For the data that follows, report how many lines include the string "controls", and write the number alone.

Dataset entries:
========================

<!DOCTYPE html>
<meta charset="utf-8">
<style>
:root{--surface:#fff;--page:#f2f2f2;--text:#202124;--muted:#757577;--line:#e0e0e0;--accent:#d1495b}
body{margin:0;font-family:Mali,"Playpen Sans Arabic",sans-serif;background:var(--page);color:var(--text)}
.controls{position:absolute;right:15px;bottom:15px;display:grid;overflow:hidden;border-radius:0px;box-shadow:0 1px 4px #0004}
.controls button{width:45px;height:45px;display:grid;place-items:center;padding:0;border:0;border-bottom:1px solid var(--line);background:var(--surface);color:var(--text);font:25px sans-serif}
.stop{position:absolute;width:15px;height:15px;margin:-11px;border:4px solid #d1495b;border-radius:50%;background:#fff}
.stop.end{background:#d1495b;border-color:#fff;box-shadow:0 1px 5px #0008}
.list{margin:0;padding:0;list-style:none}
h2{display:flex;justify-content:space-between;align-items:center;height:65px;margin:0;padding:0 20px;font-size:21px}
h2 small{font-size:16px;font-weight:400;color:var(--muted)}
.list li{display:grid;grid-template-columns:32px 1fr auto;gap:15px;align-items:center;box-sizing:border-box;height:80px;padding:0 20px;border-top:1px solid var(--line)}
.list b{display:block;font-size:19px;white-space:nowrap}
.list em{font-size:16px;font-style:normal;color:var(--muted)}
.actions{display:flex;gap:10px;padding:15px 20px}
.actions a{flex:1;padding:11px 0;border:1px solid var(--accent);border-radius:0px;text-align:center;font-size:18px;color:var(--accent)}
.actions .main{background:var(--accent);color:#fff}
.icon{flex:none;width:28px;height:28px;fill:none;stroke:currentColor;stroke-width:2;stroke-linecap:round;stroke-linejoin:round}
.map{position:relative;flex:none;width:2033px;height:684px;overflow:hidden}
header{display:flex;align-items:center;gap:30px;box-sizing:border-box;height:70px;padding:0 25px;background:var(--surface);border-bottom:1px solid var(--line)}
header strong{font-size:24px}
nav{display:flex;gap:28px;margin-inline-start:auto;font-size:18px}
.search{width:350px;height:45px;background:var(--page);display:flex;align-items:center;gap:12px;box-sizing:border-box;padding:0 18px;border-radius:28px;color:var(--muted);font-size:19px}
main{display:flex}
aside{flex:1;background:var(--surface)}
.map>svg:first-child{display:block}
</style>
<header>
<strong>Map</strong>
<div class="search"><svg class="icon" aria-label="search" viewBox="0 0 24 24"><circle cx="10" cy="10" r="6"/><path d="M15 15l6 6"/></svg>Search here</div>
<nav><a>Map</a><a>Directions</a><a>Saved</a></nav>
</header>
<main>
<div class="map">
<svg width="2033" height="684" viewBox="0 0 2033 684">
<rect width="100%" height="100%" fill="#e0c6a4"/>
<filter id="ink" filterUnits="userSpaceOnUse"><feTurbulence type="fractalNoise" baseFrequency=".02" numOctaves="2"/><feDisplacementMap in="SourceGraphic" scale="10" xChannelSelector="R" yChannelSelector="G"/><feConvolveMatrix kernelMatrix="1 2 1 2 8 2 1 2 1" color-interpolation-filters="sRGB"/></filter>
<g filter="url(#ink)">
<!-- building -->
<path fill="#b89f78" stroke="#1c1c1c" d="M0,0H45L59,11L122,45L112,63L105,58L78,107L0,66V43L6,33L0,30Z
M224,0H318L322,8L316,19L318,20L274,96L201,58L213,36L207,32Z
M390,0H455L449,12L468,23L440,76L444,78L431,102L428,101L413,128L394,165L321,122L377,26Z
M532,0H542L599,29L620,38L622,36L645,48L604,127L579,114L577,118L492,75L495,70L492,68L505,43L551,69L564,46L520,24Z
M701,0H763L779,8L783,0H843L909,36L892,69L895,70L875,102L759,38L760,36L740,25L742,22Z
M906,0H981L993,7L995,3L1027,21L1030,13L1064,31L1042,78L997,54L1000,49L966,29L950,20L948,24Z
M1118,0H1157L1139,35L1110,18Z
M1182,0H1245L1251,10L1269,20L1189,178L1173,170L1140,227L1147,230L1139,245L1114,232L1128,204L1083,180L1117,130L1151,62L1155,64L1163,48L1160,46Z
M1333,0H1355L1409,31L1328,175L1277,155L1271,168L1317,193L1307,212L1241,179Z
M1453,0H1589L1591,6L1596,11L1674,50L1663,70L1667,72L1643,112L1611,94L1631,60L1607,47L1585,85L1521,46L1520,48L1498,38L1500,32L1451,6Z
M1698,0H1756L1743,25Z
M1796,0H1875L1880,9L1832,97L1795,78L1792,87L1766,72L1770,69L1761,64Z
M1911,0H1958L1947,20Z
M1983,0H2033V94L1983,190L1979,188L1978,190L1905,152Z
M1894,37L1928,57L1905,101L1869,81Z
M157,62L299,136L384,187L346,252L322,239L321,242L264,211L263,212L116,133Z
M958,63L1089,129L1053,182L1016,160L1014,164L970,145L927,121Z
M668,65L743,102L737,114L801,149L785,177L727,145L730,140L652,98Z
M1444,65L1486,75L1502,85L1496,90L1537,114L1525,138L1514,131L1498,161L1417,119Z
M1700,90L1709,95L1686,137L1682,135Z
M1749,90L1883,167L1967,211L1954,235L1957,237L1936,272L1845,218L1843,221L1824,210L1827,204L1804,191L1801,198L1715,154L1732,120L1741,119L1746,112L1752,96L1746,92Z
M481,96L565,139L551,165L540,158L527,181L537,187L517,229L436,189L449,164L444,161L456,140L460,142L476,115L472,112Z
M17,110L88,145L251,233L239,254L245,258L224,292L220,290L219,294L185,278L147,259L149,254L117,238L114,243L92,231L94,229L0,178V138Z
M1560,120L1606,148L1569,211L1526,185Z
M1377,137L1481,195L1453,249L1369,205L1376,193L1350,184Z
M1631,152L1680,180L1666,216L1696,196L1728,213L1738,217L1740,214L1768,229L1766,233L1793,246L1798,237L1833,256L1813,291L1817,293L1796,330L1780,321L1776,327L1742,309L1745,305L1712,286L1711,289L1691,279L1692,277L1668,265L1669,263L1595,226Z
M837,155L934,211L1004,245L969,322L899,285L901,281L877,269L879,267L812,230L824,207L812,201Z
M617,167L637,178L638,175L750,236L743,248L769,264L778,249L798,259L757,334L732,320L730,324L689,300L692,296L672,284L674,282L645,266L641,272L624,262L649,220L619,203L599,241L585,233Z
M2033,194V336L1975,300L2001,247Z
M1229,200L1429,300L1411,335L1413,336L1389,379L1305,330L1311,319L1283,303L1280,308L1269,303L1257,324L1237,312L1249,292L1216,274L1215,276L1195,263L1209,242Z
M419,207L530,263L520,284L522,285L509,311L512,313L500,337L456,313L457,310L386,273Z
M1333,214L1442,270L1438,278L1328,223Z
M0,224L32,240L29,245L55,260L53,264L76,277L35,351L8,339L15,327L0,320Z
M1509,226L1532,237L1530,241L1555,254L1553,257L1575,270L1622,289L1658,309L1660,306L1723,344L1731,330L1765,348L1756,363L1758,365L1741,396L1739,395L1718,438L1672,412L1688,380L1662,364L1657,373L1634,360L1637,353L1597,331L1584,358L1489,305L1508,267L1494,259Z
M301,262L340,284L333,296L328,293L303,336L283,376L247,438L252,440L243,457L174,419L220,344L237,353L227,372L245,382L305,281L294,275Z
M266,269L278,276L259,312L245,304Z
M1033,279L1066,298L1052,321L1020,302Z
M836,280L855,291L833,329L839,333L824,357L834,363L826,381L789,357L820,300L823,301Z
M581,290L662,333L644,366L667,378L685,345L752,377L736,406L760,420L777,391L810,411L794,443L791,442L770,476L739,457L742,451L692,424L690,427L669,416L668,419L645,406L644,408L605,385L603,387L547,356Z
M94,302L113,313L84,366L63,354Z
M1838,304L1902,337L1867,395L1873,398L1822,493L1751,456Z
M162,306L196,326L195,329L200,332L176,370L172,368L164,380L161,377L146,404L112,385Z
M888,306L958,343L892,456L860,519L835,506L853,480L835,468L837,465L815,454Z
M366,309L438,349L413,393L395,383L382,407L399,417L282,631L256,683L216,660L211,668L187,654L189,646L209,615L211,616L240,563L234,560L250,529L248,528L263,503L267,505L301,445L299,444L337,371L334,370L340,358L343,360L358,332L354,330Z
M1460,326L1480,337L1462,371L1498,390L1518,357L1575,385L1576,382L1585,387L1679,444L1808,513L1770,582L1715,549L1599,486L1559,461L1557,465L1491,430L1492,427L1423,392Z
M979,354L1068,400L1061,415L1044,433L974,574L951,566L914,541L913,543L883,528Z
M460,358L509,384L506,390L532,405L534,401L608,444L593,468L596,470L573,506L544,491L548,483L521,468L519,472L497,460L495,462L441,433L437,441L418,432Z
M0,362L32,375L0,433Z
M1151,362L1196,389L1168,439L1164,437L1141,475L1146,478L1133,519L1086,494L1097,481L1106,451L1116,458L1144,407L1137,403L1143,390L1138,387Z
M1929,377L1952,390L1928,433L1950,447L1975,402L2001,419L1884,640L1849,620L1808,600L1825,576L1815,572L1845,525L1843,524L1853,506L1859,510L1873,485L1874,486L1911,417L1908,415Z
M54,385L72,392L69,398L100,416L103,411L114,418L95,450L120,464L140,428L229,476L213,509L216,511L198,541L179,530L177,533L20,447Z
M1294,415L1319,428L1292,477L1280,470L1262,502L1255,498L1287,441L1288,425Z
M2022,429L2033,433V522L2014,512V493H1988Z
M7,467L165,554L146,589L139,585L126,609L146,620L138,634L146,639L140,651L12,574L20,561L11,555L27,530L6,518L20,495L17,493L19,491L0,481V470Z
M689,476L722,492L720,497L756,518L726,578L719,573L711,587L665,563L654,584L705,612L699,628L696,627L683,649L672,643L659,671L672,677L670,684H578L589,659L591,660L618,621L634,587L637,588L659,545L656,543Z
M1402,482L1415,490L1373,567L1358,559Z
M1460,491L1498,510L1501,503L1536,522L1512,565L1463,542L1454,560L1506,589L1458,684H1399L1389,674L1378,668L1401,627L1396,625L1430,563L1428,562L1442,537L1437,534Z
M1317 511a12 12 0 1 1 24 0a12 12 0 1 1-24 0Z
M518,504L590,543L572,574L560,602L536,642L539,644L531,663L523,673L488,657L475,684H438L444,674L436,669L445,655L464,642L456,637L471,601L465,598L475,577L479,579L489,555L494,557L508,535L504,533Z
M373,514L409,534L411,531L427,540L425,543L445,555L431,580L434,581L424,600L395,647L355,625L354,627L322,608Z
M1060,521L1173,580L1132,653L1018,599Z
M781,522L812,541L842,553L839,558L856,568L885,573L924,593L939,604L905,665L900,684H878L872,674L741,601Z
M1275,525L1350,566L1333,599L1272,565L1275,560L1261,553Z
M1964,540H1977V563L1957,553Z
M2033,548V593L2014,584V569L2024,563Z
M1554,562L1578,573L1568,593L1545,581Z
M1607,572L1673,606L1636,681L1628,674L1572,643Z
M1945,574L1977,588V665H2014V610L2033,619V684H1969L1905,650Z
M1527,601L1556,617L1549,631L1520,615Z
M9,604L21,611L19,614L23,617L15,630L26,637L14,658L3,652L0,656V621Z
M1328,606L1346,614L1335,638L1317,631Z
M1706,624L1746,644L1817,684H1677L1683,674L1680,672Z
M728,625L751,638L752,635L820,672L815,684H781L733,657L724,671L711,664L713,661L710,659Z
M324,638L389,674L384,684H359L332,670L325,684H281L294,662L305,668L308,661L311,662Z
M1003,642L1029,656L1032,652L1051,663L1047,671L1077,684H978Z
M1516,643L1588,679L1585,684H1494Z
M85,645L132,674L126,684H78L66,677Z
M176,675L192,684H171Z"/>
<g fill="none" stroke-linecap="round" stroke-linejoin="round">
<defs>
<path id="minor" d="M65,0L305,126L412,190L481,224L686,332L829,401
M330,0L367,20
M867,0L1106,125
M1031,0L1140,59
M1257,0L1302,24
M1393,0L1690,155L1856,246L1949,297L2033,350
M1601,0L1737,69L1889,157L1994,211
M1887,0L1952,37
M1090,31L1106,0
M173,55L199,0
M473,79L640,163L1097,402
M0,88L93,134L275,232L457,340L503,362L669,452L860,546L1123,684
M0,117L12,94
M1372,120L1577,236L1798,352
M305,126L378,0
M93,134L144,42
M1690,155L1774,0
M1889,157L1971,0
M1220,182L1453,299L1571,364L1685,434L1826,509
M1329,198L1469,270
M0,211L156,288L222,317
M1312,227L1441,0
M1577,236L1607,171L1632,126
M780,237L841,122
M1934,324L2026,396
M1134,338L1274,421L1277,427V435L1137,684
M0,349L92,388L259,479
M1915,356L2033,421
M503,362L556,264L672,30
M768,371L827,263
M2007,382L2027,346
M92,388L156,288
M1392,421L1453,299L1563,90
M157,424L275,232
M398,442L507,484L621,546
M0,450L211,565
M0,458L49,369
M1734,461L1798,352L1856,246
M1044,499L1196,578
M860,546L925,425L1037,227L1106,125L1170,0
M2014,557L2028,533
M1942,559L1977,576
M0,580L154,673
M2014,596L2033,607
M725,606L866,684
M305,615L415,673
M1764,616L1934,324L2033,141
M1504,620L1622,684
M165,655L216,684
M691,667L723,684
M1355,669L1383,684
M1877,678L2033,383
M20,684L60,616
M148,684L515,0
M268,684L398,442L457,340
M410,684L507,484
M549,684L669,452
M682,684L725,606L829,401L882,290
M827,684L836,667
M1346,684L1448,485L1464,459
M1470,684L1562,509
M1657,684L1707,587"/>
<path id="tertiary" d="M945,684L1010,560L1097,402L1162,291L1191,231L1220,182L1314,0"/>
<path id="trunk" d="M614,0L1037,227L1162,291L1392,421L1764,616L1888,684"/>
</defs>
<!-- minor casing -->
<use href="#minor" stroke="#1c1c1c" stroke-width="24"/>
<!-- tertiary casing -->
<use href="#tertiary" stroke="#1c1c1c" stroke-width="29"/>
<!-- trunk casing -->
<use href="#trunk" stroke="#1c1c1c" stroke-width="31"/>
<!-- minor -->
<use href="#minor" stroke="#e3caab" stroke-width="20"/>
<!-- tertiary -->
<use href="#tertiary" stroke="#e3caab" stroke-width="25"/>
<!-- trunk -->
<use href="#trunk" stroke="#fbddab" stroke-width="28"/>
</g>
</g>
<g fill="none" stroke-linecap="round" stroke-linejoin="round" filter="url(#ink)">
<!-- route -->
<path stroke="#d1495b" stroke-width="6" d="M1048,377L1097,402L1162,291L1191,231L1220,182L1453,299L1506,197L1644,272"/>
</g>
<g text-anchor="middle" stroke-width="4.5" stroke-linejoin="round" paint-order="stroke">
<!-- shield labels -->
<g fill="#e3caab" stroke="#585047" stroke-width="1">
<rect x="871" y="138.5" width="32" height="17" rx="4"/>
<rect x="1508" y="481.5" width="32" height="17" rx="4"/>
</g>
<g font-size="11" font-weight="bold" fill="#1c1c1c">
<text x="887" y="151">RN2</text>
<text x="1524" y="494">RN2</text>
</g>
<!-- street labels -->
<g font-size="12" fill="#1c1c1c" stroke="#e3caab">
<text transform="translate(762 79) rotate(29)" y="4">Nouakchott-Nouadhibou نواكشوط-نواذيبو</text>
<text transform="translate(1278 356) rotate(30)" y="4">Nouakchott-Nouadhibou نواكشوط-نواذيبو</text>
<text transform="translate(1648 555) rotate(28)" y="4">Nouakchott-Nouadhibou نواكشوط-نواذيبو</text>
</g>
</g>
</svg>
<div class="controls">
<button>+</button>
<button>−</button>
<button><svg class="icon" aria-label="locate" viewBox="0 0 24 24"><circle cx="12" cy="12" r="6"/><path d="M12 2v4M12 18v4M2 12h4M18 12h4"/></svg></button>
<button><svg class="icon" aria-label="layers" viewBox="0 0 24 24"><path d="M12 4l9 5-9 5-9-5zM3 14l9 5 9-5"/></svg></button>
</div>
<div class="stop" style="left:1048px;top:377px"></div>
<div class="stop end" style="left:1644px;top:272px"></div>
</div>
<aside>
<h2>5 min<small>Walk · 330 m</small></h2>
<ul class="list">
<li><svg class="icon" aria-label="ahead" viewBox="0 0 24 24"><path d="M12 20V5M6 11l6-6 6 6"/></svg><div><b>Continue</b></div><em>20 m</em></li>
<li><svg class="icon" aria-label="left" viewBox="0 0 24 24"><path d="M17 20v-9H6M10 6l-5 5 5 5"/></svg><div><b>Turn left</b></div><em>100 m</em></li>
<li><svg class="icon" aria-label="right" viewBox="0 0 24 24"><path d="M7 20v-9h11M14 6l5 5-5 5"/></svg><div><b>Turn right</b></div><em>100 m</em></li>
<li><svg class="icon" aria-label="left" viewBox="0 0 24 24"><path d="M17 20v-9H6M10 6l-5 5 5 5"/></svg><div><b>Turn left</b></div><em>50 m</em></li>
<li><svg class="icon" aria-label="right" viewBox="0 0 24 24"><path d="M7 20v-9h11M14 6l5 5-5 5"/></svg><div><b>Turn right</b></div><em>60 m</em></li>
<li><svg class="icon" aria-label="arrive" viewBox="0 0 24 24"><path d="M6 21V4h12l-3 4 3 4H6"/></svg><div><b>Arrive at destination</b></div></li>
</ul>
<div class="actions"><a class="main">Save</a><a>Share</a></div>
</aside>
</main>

========================

[Exercise response]: 3